:: Information shown

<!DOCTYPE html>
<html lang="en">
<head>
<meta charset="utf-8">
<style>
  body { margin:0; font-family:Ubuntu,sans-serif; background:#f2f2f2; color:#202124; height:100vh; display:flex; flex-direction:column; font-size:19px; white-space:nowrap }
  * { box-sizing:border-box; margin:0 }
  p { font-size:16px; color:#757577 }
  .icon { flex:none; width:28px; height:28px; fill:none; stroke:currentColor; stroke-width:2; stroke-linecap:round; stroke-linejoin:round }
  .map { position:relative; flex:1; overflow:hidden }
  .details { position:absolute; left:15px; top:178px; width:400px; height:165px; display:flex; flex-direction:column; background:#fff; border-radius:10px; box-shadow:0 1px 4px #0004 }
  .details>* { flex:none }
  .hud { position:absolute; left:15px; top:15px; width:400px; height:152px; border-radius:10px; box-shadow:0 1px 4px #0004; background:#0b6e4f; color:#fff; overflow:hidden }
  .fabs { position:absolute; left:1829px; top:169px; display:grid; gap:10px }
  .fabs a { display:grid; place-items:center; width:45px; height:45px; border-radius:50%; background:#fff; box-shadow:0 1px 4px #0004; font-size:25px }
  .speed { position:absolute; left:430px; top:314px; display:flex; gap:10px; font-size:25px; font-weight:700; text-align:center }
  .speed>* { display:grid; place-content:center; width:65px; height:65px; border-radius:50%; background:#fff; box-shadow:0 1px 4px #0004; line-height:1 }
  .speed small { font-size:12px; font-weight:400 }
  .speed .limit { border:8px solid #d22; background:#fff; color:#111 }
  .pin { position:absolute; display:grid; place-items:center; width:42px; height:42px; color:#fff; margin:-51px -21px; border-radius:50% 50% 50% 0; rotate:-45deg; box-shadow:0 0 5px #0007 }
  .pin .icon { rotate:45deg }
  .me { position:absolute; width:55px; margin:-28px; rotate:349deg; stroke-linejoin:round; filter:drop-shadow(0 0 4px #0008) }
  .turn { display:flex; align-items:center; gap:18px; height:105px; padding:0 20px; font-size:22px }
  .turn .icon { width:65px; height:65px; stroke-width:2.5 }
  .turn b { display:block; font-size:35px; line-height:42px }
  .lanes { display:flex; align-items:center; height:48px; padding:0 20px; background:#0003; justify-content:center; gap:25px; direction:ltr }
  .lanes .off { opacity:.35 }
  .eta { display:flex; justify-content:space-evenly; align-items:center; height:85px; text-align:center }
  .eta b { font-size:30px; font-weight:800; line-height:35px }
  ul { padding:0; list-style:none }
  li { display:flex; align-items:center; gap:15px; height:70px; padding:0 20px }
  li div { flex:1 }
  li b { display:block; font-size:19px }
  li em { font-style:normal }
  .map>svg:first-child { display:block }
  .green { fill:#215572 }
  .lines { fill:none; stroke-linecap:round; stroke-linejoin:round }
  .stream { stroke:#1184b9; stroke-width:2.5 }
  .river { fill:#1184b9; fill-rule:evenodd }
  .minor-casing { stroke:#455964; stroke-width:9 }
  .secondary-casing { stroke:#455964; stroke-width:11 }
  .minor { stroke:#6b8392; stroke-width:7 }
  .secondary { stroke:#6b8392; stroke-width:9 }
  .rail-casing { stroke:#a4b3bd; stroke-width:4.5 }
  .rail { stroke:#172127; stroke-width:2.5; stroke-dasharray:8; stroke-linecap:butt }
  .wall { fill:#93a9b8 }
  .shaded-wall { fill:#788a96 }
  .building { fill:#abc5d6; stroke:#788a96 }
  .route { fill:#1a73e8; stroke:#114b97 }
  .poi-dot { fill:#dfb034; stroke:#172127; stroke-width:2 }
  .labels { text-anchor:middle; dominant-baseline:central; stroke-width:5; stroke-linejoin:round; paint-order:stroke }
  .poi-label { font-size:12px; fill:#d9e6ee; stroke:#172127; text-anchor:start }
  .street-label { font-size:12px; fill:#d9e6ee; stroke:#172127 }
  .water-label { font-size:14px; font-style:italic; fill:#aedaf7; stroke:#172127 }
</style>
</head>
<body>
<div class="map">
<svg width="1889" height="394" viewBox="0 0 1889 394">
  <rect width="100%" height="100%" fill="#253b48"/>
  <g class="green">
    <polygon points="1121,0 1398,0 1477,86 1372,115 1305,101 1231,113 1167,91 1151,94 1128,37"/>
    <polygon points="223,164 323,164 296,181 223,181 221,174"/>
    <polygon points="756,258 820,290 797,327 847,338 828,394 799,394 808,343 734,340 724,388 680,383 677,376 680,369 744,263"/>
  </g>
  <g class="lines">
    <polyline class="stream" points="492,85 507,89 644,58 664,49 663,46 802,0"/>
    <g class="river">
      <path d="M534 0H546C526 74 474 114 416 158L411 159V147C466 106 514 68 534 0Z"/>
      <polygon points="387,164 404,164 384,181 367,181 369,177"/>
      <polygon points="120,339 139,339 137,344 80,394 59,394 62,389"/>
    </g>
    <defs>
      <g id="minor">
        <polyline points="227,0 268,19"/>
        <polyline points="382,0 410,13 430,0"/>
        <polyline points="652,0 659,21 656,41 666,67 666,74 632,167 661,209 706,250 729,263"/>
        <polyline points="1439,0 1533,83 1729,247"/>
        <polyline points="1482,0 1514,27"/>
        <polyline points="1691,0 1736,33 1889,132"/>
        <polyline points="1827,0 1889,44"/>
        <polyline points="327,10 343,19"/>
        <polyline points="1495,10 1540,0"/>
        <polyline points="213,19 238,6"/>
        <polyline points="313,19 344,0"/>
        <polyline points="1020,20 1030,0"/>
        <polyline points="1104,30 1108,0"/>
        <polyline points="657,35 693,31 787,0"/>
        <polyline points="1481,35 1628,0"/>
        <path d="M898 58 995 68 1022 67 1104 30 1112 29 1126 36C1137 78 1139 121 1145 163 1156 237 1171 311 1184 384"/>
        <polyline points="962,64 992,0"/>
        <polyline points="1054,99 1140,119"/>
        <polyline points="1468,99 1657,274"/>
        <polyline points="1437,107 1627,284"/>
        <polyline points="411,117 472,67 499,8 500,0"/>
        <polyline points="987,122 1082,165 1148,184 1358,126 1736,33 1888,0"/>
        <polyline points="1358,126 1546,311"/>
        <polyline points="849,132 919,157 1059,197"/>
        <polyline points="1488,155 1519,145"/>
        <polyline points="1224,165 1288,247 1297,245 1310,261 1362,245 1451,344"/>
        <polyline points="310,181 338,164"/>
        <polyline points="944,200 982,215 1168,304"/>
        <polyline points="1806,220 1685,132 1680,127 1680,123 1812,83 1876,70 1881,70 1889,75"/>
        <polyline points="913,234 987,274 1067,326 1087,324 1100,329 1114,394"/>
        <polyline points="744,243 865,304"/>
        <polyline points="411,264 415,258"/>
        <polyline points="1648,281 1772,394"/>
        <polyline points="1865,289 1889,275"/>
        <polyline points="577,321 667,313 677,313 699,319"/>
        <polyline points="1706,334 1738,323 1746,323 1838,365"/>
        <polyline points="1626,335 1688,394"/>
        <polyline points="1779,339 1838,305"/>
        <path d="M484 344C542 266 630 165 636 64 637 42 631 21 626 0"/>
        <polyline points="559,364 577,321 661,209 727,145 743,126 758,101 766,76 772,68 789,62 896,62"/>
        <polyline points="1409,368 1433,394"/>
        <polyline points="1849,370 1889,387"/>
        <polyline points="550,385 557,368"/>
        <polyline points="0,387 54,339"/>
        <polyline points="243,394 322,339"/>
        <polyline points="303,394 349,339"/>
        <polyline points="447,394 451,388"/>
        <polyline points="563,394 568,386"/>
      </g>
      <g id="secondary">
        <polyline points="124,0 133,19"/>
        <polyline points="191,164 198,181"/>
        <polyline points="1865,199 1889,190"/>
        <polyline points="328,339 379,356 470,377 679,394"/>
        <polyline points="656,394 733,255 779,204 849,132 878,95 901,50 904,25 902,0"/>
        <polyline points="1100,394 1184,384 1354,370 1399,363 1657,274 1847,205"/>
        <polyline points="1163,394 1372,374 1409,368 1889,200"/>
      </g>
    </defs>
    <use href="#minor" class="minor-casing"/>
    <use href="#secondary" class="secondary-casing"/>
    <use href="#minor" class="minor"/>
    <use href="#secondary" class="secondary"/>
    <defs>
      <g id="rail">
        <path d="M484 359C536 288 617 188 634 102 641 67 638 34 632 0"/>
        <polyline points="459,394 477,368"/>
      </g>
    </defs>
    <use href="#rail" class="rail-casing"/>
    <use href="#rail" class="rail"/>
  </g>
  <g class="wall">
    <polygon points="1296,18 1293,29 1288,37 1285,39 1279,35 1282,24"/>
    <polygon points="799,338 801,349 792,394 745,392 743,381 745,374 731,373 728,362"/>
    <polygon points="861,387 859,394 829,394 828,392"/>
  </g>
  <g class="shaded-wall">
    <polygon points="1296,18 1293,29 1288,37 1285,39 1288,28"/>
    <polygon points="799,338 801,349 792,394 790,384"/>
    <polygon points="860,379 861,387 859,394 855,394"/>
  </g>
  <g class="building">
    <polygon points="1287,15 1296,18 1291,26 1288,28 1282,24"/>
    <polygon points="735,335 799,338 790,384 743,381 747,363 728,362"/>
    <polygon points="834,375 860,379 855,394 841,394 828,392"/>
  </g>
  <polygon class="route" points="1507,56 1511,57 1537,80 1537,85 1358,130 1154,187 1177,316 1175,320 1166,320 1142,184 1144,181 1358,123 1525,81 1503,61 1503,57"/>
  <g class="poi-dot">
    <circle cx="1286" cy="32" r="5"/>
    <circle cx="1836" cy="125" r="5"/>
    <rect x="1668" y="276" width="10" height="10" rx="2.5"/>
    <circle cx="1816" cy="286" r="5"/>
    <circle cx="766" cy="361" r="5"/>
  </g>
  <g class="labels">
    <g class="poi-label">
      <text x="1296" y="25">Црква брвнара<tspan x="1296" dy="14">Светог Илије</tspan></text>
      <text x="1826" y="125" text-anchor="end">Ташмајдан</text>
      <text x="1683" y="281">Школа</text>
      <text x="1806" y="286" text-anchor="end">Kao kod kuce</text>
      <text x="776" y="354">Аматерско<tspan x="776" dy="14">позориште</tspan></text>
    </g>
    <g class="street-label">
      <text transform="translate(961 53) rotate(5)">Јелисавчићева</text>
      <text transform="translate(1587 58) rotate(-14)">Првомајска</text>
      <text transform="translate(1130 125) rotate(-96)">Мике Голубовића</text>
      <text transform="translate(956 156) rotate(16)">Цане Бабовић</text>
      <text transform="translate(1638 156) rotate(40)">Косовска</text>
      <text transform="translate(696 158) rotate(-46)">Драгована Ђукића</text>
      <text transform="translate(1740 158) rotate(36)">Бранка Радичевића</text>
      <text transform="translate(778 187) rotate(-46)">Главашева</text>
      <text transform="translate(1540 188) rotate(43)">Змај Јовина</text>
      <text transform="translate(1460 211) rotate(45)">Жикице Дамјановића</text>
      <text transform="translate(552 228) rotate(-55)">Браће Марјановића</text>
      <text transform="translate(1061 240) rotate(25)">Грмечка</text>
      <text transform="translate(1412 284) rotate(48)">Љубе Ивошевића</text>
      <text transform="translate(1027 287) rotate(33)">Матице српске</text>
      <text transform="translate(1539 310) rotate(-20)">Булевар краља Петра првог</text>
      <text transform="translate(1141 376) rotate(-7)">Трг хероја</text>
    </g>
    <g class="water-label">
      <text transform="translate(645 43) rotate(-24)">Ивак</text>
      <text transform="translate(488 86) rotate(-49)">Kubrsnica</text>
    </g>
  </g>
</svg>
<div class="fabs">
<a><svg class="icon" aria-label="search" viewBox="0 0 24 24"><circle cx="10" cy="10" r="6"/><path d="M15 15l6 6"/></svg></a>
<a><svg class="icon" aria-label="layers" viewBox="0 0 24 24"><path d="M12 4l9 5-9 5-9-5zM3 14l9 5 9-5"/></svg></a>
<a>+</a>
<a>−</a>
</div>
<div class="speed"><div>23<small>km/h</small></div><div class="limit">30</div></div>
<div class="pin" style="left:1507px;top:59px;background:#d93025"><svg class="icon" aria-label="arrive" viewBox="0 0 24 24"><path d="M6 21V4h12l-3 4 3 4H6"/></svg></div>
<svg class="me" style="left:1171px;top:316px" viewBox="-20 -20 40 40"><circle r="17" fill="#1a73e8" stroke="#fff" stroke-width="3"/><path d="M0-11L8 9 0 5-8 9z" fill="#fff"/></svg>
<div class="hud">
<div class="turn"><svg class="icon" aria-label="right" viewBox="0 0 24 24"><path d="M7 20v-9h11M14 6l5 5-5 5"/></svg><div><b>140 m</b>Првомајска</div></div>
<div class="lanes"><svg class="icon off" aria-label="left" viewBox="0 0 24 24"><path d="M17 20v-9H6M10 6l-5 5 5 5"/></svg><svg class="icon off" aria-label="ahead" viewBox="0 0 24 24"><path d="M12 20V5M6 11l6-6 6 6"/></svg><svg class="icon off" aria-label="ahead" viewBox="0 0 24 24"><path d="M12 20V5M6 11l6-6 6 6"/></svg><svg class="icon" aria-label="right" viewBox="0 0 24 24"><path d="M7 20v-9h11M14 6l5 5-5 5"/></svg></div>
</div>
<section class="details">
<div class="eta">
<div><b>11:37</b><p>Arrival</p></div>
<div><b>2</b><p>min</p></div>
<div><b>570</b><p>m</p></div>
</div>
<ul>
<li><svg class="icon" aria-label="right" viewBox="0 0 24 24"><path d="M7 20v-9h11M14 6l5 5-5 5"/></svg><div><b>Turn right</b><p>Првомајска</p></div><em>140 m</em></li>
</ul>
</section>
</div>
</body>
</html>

::::

### Task instructions
Your task for the entries above: copy exactly the span starting with the line with "position:absolute; left:1829px; top:169px;" and going on through the line with "border:8px solid #d22;", both lines included, and nothing else.

### Reply to the task
  .fabs { position:absolute; left:1829px; top:169px; display:grid; gap:10px }
  .fabs a { display:grid; place-items:center; width:45px; height:45px; border-radius:50%; background:#fff; box-shadow:0 1px 4px #0004; font-size:25px }
  .speed { position:absolute; left:430px; top:314px; display:flex; gap:10px; font-size:25px; font-weight:700; text-align:center }
  .speed>* { display:grid; place-content:center; width:65px; height:65px; border-radius:50%; background:#fff; box-shadow:0 1px 4px #0004; line-height:1 }
  .speed small { font-size:12px; font-weight:400 }
  .speed .limit { border:8px solid #d22; background:#fff; color:#111 }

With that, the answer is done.